Wherever "Format" appears in a line of the listing, that line should be returned.

····················

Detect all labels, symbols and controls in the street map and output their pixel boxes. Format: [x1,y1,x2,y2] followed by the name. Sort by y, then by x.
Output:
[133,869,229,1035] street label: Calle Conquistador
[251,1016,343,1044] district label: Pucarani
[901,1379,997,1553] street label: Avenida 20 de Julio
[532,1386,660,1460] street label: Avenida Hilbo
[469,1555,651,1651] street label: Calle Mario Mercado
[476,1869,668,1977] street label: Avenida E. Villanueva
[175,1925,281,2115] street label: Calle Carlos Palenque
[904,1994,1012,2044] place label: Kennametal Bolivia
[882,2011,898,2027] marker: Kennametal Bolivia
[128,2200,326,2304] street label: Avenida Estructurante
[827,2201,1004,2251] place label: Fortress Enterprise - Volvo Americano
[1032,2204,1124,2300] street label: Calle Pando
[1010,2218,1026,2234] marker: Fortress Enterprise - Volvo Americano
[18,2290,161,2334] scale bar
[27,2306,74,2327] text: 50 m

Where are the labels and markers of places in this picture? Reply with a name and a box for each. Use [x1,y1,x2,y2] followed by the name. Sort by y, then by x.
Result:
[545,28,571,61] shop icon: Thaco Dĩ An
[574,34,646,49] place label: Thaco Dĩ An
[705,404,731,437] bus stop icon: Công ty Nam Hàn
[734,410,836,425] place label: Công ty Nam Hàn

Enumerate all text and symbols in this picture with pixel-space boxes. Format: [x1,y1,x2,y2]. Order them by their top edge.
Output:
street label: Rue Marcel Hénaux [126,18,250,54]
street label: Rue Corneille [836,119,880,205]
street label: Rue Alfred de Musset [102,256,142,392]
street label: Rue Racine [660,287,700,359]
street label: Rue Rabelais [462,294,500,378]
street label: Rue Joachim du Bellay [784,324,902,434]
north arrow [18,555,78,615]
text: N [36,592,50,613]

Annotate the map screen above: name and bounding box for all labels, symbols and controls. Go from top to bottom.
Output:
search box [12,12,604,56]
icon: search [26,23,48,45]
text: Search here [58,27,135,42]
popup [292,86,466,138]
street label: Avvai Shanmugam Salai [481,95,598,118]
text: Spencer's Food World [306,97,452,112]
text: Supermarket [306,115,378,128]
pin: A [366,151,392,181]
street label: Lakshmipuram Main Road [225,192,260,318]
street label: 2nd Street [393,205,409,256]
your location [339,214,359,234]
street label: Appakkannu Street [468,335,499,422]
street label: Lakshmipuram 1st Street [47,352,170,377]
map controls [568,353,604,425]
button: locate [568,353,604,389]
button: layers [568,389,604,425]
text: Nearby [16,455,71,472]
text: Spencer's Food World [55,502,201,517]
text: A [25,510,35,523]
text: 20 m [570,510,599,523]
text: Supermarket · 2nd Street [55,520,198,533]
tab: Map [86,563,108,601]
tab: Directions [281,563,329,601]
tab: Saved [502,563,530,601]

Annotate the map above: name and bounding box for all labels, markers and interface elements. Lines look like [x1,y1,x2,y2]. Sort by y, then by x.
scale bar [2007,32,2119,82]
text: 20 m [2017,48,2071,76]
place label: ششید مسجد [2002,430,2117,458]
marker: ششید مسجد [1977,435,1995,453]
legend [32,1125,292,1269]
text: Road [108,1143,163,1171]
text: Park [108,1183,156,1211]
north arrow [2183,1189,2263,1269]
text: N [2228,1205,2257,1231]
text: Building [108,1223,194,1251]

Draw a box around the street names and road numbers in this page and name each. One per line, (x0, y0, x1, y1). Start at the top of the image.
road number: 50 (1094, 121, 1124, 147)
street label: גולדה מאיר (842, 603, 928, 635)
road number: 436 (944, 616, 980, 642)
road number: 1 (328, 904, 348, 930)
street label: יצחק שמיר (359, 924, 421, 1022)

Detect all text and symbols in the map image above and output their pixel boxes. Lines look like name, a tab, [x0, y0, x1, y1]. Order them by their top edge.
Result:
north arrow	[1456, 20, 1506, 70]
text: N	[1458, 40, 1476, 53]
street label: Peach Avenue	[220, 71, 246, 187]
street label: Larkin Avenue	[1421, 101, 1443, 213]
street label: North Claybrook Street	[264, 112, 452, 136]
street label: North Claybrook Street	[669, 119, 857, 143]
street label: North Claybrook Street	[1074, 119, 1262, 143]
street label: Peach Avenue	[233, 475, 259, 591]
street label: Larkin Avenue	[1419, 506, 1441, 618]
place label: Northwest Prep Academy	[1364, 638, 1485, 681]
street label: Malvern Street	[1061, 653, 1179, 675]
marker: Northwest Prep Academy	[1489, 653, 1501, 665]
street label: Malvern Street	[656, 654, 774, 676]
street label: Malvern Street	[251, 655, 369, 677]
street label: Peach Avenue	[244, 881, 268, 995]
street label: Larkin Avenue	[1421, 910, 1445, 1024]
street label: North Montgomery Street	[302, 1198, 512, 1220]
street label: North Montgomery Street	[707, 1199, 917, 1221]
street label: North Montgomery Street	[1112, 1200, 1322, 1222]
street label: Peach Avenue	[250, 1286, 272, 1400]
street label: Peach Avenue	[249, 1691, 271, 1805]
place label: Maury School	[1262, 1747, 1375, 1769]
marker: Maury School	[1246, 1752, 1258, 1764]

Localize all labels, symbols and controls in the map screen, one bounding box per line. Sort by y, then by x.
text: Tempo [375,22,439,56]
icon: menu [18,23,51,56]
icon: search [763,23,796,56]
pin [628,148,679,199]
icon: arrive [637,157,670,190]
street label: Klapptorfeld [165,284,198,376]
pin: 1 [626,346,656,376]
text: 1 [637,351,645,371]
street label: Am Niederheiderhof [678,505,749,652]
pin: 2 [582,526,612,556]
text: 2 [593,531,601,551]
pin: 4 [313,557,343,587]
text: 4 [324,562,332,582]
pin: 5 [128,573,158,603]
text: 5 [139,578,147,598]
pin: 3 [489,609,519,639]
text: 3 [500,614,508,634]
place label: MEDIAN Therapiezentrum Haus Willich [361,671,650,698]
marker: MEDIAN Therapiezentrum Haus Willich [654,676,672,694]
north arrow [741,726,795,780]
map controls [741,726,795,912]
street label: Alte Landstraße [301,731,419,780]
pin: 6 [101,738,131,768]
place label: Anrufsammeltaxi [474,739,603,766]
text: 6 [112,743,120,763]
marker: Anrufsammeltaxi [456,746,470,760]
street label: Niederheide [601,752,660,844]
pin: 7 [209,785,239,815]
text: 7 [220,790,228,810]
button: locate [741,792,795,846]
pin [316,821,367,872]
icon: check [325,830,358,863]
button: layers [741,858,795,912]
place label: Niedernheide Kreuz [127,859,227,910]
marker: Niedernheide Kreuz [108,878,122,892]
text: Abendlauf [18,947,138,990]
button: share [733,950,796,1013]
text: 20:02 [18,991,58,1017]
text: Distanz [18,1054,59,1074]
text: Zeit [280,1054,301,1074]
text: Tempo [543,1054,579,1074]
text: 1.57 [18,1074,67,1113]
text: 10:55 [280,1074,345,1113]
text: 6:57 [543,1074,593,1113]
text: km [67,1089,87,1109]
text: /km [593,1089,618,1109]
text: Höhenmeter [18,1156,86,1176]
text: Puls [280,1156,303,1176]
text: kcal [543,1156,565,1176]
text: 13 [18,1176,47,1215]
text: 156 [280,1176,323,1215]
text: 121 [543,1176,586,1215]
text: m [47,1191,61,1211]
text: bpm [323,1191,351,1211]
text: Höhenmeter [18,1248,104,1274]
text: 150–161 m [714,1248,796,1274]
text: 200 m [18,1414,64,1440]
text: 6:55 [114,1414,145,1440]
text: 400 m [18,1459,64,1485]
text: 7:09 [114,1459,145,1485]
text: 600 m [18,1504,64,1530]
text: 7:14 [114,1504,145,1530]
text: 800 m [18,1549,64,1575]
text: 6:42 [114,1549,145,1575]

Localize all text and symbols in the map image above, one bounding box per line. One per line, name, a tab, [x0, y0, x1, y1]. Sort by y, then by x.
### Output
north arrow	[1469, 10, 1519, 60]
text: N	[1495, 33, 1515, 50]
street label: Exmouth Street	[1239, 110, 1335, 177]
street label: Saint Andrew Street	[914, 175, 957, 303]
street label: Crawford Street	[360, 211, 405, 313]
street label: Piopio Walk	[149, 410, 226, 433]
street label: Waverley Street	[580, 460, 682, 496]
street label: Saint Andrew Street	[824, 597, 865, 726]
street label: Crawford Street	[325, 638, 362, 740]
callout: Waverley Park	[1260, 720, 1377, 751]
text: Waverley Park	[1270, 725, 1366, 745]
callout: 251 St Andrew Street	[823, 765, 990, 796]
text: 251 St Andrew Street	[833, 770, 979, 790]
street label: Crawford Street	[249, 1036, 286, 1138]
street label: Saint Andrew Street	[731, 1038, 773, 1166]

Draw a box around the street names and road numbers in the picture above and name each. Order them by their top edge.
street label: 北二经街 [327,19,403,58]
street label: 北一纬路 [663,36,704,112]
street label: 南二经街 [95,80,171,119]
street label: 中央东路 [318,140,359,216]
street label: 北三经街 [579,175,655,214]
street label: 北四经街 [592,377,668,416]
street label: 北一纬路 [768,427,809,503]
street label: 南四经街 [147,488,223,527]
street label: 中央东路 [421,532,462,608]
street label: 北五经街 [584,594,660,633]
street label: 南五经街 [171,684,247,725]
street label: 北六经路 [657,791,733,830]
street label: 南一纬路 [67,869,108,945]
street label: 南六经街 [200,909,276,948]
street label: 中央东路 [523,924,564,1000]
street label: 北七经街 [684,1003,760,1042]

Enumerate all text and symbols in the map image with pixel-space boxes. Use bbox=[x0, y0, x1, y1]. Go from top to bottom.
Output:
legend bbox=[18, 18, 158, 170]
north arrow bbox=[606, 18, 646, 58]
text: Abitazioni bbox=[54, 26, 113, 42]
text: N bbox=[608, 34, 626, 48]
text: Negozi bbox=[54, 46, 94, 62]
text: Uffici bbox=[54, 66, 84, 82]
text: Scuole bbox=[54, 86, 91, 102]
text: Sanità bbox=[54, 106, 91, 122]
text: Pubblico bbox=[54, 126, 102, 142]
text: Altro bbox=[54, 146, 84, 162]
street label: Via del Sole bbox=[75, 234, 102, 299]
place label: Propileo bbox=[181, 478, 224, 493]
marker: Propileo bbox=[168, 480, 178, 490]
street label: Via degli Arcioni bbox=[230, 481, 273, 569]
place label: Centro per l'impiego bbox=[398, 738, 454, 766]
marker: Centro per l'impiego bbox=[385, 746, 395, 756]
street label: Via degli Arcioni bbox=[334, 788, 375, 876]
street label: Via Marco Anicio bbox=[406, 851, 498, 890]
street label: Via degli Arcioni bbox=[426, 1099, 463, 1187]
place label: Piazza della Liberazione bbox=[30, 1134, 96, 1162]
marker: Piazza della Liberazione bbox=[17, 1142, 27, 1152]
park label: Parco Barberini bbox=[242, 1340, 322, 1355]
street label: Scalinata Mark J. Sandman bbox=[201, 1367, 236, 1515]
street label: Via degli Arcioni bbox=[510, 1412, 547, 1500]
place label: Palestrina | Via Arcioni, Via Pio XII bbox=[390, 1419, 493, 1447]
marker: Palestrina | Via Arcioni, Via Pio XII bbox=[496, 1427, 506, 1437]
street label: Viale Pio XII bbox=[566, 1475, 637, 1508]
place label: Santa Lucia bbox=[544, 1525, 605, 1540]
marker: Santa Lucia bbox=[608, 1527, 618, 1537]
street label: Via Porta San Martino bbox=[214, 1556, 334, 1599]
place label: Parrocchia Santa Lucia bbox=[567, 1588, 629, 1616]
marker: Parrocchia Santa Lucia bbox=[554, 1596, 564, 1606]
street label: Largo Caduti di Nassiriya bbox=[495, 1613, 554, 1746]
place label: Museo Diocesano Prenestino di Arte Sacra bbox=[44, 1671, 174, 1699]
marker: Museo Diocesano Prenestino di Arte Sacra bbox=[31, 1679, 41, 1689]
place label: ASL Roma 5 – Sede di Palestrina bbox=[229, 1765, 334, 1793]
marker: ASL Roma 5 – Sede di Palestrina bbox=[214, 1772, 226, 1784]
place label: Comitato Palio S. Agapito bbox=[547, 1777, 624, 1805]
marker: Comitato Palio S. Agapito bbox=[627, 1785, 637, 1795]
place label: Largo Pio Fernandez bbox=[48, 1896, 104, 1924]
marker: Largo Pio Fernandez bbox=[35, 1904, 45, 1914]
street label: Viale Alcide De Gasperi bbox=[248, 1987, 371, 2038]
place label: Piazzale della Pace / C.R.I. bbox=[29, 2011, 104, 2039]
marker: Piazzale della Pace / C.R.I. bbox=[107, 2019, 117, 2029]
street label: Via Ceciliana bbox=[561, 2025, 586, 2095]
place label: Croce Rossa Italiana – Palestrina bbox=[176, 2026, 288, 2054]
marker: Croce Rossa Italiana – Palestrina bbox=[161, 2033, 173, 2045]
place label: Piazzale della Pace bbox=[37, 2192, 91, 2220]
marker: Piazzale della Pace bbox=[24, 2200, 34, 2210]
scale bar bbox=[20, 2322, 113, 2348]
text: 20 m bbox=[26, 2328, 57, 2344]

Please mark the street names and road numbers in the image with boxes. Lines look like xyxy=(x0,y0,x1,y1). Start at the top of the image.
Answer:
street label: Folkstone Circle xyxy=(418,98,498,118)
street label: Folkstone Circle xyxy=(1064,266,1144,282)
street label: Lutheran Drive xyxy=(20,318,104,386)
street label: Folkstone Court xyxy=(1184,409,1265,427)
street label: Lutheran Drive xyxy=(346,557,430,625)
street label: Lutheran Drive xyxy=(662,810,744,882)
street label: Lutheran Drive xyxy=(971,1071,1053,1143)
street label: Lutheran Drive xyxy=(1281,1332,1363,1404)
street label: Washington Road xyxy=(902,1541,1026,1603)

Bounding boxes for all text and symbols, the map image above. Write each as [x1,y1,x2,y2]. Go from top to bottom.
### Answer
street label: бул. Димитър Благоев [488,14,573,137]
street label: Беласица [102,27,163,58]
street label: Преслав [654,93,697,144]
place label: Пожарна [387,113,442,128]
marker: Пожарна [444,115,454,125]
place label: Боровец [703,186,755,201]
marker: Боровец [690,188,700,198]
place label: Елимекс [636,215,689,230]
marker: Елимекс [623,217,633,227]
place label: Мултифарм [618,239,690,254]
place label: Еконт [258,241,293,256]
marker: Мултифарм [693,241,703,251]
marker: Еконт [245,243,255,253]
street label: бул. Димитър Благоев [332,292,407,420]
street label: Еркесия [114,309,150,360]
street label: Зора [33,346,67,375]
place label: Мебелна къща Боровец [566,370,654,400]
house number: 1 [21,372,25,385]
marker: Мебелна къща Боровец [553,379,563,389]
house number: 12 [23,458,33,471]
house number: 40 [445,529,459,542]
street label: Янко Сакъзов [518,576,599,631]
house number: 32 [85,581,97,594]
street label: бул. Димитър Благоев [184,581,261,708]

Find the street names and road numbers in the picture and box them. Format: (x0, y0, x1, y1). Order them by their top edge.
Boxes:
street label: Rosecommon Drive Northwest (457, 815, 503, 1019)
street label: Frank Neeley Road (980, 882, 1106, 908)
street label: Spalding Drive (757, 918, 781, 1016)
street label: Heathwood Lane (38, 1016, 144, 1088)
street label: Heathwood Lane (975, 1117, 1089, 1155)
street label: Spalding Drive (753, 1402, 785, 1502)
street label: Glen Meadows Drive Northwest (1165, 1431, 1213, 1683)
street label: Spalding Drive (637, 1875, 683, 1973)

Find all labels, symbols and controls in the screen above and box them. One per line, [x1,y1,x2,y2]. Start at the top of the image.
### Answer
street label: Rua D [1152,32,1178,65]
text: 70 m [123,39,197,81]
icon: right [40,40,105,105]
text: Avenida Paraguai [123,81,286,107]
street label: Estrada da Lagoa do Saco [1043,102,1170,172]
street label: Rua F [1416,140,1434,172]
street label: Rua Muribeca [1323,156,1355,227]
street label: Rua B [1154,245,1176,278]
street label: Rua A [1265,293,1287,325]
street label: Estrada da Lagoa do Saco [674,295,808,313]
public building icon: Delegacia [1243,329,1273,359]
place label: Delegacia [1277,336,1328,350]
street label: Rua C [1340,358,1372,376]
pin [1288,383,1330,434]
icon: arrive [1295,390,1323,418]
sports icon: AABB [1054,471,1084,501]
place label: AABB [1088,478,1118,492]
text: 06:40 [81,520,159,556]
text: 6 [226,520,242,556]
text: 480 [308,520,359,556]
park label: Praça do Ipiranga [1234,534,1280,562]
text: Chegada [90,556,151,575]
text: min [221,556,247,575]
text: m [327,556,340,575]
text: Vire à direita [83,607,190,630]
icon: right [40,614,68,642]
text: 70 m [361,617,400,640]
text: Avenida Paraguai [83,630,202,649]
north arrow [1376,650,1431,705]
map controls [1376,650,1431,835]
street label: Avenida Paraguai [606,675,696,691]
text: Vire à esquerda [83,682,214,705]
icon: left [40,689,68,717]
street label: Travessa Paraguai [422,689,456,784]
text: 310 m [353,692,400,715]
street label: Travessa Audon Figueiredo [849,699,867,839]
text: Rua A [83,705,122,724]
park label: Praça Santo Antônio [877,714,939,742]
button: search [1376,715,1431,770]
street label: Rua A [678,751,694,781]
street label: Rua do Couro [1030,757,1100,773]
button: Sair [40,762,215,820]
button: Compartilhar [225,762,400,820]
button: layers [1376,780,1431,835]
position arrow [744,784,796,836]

····················

EXERCISE OUTPUT »
Detect all labels, symbols and controls in the street map and output their pixel boxes. Format: [x1,y1,x2,y2] followed by the name. Sort by y, then by x.
Enumerate all text and symbols in this picture with pixel-space boxes. Format: [x1,y1,x2,y2]. Order them by their top edge.
Find the street names and road numbers in the picture and box them. Format: (x0, y0, x1, y1). Order them by their top edge.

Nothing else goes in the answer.